WHAT YOU NEED TO DO
Extract all lines that hold "sizing" from the records below.

DATA SHOWN

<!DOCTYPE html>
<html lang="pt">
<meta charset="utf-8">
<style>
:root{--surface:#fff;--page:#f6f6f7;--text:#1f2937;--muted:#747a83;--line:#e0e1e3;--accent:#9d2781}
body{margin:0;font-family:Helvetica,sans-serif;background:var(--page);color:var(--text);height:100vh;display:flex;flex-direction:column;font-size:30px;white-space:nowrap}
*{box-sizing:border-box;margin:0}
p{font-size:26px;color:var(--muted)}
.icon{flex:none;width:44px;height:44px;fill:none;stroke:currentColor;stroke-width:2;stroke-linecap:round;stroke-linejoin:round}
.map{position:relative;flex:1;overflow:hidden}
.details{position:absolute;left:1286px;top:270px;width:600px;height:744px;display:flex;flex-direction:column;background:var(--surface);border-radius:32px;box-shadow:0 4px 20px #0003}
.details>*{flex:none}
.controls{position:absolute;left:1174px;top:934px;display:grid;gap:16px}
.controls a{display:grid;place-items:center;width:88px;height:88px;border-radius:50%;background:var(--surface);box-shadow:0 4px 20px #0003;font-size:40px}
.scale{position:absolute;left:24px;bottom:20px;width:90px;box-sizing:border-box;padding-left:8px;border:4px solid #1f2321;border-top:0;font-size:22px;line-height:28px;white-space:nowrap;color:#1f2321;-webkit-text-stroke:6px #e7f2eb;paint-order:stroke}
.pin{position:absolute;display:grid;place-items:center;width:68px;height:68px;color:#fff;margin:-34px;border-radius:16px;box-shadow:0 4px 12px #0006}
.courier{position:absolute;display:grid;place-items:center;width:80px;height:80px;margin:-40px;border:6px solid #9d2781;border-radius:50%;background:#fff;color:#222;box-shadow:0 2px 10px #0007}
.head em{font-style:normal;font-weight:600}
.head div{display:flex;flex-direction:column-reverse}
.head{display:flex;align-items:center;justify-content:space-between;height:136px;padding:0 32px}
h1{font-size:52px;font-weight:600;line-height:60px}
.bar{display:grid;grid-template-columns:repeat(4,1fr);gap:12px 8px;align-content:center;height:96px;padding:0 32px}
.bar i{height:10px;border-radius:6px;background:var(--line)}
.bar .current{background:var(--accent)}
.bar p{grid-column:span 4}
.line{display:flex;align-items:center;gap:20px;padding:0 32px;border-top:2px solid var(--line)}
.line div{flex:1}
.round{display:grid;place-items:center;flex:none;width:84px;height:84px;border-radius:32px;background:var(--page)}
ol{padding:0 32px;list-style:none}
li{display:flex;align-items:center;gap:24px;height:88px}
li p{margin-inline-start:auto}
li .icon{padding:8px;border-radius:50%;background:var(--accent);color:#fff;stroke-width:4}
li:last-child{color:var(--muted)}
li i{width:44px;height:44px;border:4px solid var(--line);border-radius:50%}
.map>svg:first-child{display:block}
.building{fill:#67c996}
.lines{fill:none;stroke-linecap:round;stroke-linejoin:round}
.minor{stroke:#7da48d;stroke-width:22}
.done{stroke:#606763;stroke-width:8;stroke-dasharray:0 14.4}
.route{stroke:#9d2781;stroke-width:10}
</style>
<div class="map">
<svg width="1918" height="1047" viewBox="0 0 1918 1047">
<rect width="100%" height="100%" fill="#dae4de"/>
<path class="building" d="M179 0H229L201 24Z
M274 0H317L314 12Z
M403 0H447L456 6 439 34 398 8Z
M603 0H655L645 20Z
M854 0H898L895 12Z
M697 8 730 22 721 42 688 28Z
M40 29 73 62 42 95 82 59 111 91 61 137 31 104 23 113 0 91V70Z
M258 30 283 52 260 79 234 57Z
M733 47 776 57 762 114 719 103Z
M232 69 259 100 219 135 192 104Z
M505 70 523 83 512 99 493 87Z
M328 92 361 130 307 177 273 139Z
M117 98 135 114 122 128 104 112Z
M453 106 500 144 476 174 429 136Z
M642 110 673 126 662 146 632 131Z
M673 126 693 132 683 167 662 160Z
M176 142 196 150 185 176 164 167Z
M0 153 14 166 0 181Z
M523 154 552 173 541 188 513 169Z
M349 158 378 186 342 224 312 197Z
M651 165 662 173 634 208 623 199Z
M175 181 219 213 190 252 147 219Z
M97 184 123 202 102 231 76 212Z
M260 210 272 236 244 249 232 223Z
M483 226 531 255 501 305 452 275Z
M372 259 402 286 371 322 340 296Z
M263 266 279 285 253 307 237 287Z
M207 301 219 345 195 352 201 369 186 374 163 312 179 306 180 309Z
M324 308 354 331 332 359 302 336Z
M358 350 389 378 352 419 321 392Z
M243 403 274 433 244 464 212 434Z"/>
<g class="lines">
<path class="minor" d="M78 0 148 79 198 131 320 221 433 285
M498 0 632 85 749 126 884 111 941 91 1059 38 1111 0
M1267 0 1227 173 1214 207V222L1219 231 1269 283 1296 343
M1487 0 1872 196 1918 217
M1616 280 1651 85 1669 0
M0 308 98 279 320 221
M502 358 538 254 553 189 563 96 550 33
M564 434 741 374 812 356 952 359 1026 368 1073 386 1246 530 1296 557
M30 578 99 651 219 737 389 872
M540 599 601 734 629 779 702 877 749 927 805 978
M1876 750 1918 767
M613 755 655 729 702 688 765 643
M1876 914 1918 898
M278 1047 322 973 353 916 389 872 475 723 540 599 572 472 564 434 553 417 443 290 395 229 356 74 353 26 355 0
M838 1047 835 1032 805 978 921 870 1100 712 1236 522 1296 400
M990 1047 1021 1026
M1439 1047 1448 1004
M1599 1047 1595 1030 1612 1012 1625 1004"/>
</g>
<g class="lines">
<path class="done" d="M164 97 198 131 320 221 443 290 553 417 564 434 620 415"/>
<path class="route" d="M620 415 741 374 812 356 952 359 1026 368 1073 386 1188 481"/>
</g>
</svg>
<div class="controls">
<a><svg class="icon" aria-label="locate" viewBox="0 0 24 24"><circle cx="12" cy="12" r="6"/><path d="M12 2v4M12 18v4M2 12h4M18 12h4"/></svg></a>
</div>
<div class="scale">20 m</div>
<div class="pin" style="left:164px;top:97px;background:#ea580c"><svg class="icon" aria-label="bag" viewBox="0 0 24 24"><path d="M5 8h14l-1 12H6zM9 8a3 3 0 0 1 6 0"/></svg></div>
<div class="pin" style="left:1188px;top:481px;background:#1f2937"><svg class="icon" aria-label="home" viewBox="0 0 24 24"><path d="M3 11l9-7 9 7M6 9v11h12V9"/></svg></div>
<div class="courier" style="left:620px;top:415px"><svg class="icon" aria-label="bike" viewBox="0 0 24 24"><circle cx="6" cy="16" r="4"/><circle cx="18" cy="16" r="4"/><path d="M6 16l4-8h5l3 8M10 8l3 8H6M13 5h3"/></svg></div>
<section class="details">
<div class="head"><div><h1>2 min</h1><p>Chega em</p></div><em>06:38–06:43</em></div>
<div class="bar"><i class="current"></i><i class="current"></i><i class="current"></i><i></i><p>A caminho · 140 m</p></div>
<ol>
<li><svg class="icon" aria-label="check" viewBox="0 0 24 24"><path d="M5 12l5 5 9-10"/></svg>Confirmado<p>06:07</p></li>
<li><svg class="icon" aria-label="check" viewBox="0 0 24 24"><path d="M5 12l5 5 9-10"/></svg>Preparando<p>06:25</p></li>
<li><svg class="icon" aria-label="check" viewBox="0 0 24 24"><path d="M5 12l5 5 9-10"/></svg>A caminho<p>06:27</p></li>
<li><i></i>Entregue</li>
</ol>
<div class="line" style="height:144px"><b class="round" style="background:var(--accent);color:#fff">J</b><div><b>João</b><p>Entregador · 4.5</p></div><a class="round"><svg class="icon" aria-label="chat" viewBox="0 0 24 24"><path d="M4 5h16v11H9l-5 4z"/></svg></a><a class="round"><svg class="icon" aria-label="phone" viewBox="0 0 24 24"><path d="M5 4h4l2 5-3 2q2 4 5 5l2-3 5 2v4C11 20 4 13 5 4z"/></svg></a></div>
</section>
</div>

REPLY TO THE TASK
*{box-sizing:border-box;margin:0}
.scale{position:absolute;left:24px;bottom:20px;width:90px;box-sizing:border-box;padding-left:8px;border:4px solid #1f2321;border-top:0;font-size:22px;line-height:28px;white-space:nowrap;color:#1f2321;-webkit-text-stroke:6px #e7f2eb;paint-order:stroke}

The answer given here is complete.